The Irish Times view on the Department of Justice: the real tests are ahead
Having overhauled how it works, the department must now be ready to act in areas where it was for too long protective of the status quo
Minister for Justice Helen McEntee at the launch of the Department of Justice’s plan for 2021 at Government Buildings. Photograph: Dara Mac Dónaill
The Department of Justice is still in recovery mode following a spate of controversies that resulted in the departures of ministers, secretaries general and Garda commissioners. A damning report in 2018 found that there was a complete lack of accountability among officials in the department, that its structures were not fit for purpose and that there was limited performance measurement within it. The report painted a picture of a closed, defensive-minded organisation built around the needs of decades ago and struggling to cope with the disparate and complex challenges it faced.

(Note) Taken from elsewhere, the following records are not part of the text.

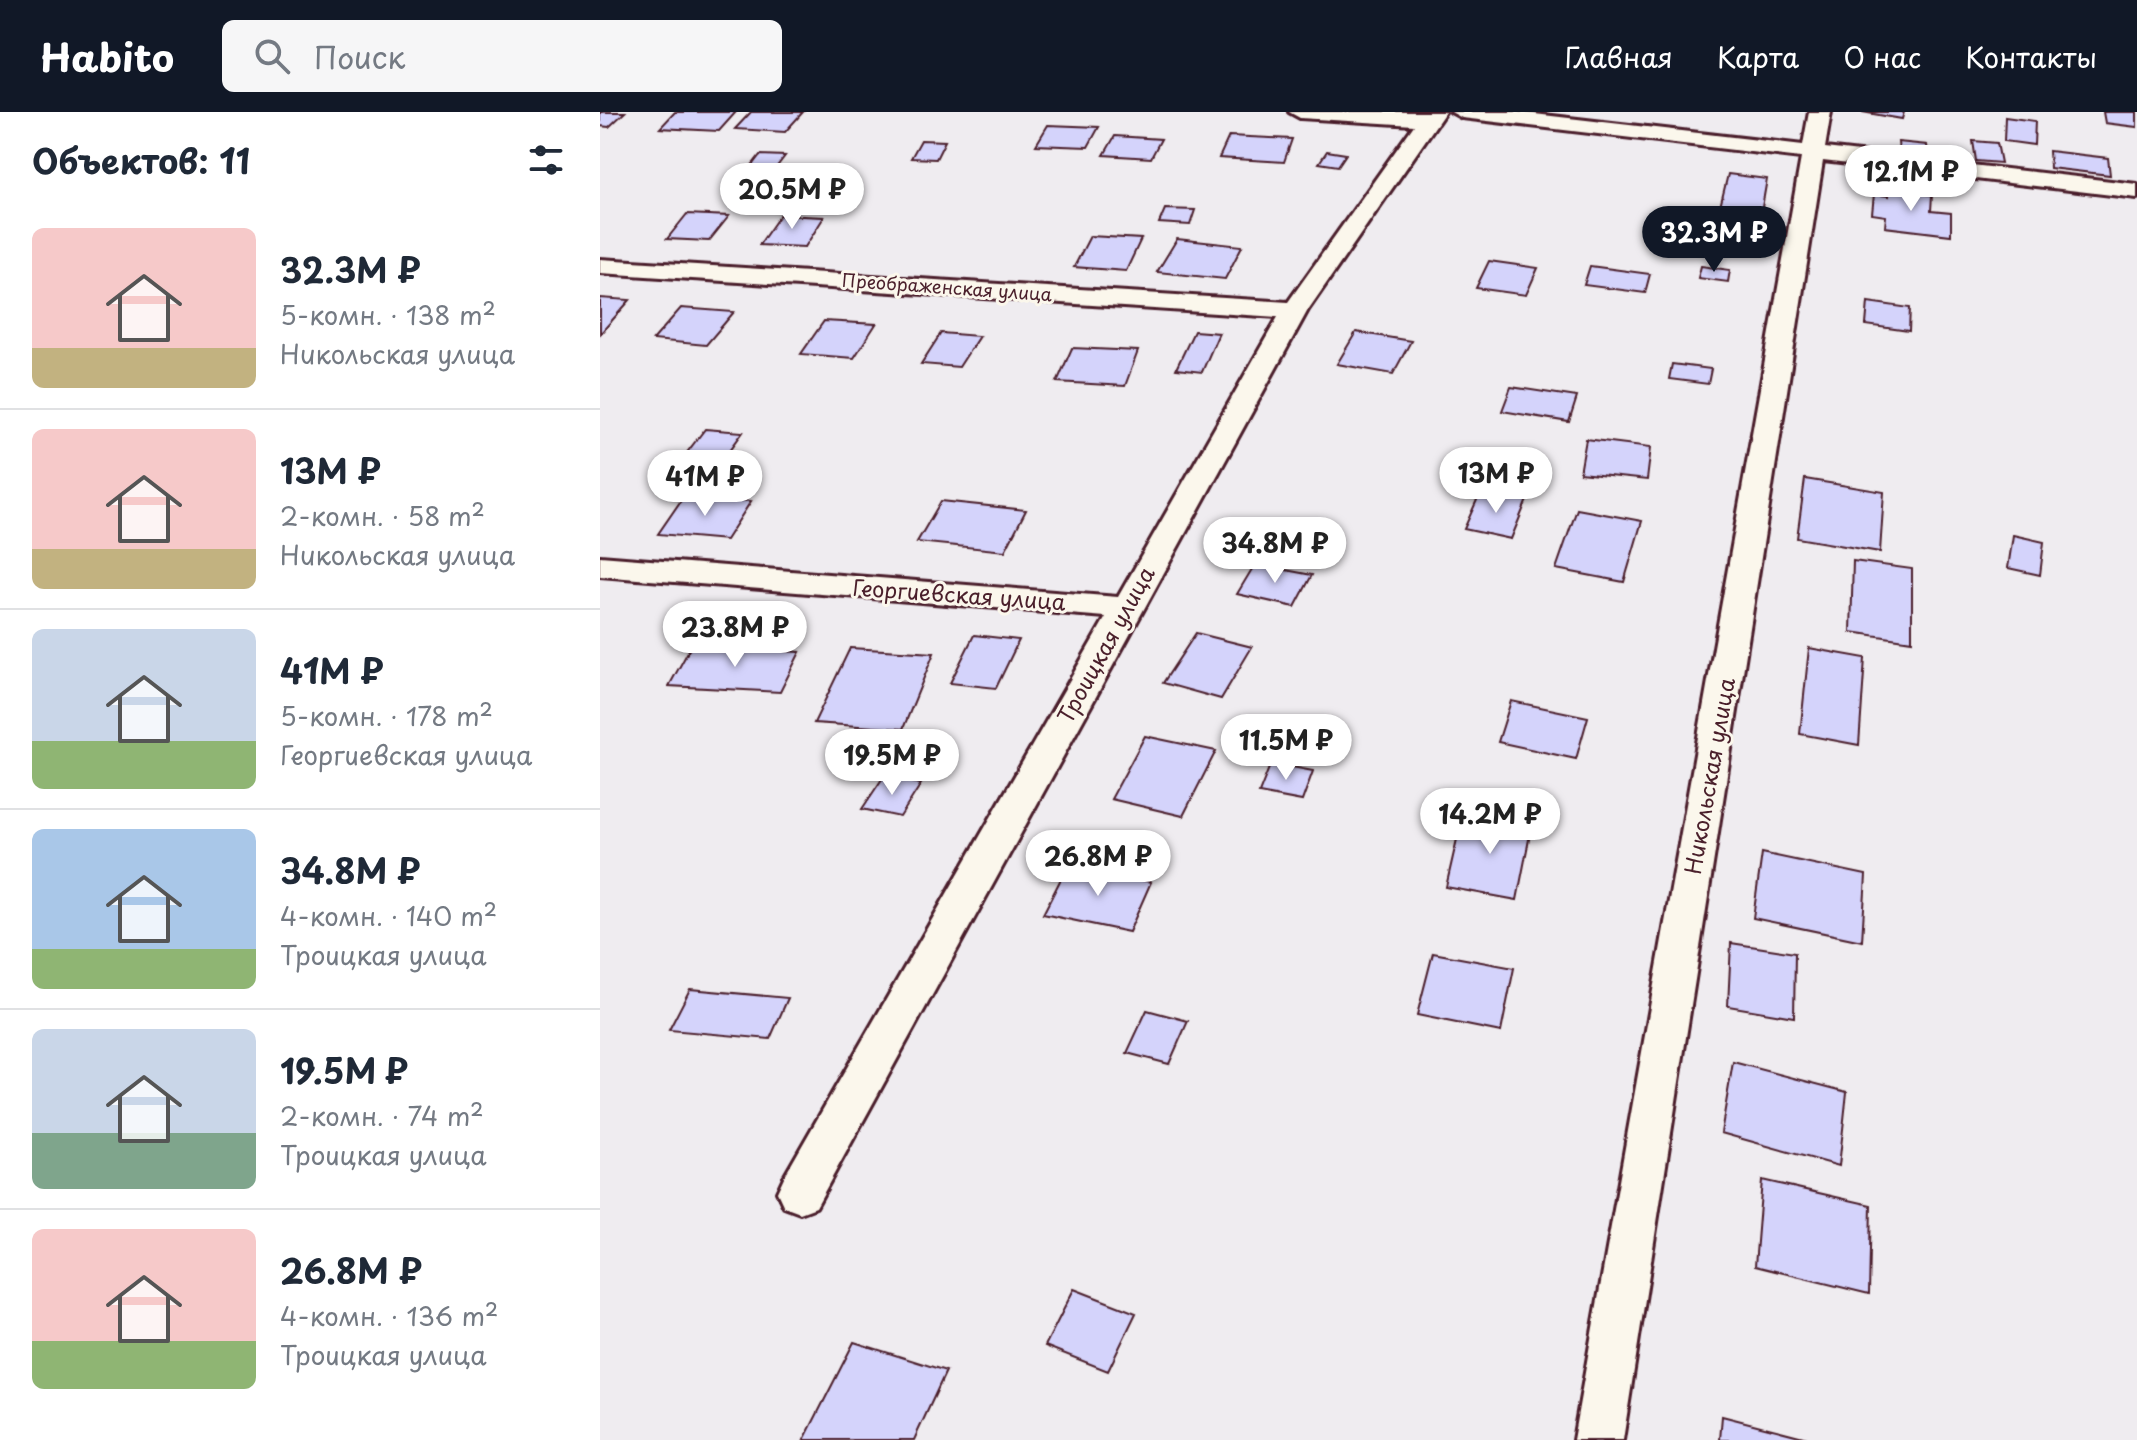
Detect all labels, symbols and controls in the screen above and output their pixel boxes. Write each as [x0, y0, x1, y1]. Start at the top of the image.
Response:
search box [222, 20, 782, 92]
text: Habito [40, 28, 174, 85]
icon: search [250, 34, 294, 78]
text: Поиск [314, 34, 405, 79]
text: Главная [1565, 35, 1673, 78]
text: Карта [1717, 35, 1799, 78]
text: О нас [1843, 35, 1921, 78]
text: Контакты [1965, 35, 2097, 78]
text: Объектов: 11 [32, 134, 250, 186]
icon: filters [524, 138, 568, 182]
pin: 12.1M ₽ [1837, 145, 1985, 213]
text: 12.1M ₽ [1863, 151, 1959, 190]
pin: 20.5M ₽ [718, 163, 866, 231]
text: 20.5M ₽ [738, 169, 846, 208]
pin: 32.3M ₽ [1640, 206, 1788, 274]
text: 32.3M ₽ [1660, 212, 1768, 251]
text: 32.3M ₽ [280, 243, 421, 295]
icon: home [96, 260, 192, 356]
street label: Преображенская улица [841, 266, 1054, 307]
text: 5-комн. · 138 m² [280, 295, 496, 334]
text: Никольская улица [280, 334, 515, 373]
text: 13M ₽ [280, 444, 381, 496]
pin: 13M ₽ [1440, 447, 1552, 515]
pin: 41M ₽ [649, 450, 761, 518]
text: 13M ₽ [1457, 453, 1535, 492]
text: 41M ₽ [665, 456, 745, 495]
icon: home [96, 461, 192, 557]
text: 2-комн. · 58 m² [280, 496, 485, 535]
pin: 34.8M ₽ [1201, 517, 1349, 585]
text: 34.8M ₽ [1221, 523, 1329, 562]
text: Никольская улица [280, 535, 515, 574]
street label: Троицкая улица [1048, 560, 1162, 729]
street label: Георгиевская улица [851, 570, 1067, 617]
pin: 23.8M ₽ [661, 601, 809, 669]
text: 23.8M ₽ [681, 607, 789, 646]
text: 41M ₽ [280, 644, 384, 696]
icon: home [96, 661, 192, 757]
street label: Никольская улица [1675, 675, 1742, 877]
text: 5-комн. · 178 m² [280, 696, 493, 735]
pin: 11.5M ₽ [1212, 714, 1360, 782]
text: 11.5M ₽ [1239, 720, 1333, 759]
pin: 19.5M ₽ [818, 729, 966, 797]
text: Георгиевская улица [280, 735, 532, 774]
text: 19.5M ₽ [843, 735, 941, 774]
pin: 14.2M ₽ [1416, 788, 1564, 856]
text: 14.2M ₽ [1438, 794, 1542, 833]
pin: 26.8M ₽ [1024, 830, 1172, 898]
text: 26.8M ₽ [1044, 836, 1152, 875]
text: 34.8M ₽ [280, 844, 421, 896]
icon: home [96, 861, 192, 957]
text: 4-комн. · 140 m² [280, 896, 497, 935]
text: Троицкая улица [280, 935, 487, 974]
text: 19.5M ₽ [280, 1044, 408, 1096]
icon: home [96, 1061, 192, 1157]
text: 2-комн. · 74 m² [280, 1096, 484, 1135]
text: Троицкая улица [280, 1135, 487, 1174]
text: 26.8M ₽ [280, 1244, 422, 1296]
icon: home [96, 1261, 192, 1357]
text: 4-комн. · 136 m² [280, 1296, 498, 1335]
text: Троицкая улица [280, 1335, 487, 1374]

It will require a long, sustained battle to take on the vested interests in the legal profession who have an interest in ensuring nothing changes
Those structures have been overhauled in the past two years. The department is under new management, some of its functions have been moved elsewhere and its policy documents now emphasise things such as service delivery and transparency – the latter not a word traditionally associated with the Department of Justice. A comprehensive action plan for the year ahead, published on Monday by Minister for Justice Helen McEntee, is another welcome sign of the changed environment. In content and form, it’s an ambitious agenda, with individual timeframes for progress on 240 measures. Some are old ideas, or have been in train for some time, but others are new. A scheme for the regularisation of long-term undocumented migrants and reform of judicial appointments – two areas where the department’s record is abysmal – are welcome and long overdue.

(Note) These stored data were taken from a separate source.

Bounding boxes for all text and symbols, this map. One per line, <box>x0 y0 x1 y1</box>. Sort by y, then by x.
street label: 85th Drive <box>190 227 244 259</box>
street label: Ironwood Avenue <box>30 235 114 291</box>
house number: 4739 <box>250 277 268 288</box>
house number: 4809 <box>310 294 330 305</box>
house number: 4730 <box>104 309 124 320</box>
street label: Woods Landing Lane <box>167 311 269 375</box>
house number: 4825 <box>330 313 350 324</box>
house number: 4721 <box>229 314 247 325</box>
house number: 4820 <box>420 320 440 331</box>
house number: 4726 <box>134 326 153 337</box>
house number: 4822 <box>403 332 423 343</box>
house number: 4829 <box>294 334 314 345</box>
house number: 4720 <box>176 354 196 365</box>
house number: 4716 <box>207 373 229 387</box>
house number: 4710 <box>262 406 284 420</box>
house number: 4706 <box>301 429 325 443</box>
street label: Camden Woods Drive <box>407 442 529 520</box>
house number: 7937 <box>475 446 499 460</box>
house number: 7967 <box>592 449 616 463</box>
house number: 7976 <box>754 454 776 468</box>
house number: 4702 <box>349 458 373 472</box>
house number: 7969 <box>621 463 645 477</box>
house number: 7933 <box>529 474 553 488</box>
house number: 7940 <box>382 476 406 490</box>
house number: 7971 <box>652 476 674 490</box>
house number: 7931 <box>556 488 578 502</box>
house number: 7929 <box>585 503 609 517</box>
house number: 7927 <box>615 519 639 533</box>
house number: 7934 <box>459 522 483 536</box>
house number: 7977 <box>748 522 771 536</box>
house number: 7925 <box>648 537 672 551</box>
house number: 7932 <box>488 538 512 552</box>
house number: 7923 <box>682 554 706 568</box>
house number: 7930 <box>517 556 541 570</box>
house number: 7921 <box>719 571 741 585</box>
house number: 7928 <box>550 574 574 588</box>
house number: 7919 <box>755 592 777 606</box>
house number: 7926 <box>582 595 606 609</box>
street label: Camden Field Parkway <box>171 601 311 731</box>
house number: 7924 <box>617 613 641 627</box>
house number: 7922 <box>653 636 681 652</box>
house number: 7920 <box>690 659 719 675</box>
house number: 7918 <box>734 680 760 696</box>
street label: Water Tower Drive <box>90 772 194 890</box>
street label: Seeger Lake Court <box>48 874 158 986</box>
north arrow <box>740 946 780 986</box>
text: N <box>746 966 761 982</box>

The plan prompts a big question, however. With 240 different things to do, it’s difficult to discern where the priorities lie. No minister has the time, energy or political capital to take on everything. So while it is good to hear McEntee talk about the problem of exorbitant legal fees, for example, it will require a long, sustained battle to take on the vested interests in the legal profession who have an interest in ensuring nothing changes. The Department of Justice has shown it can change how it organises itself. The real test will be whether it is now prepared to act in areas where it was for too long protective of the status quo.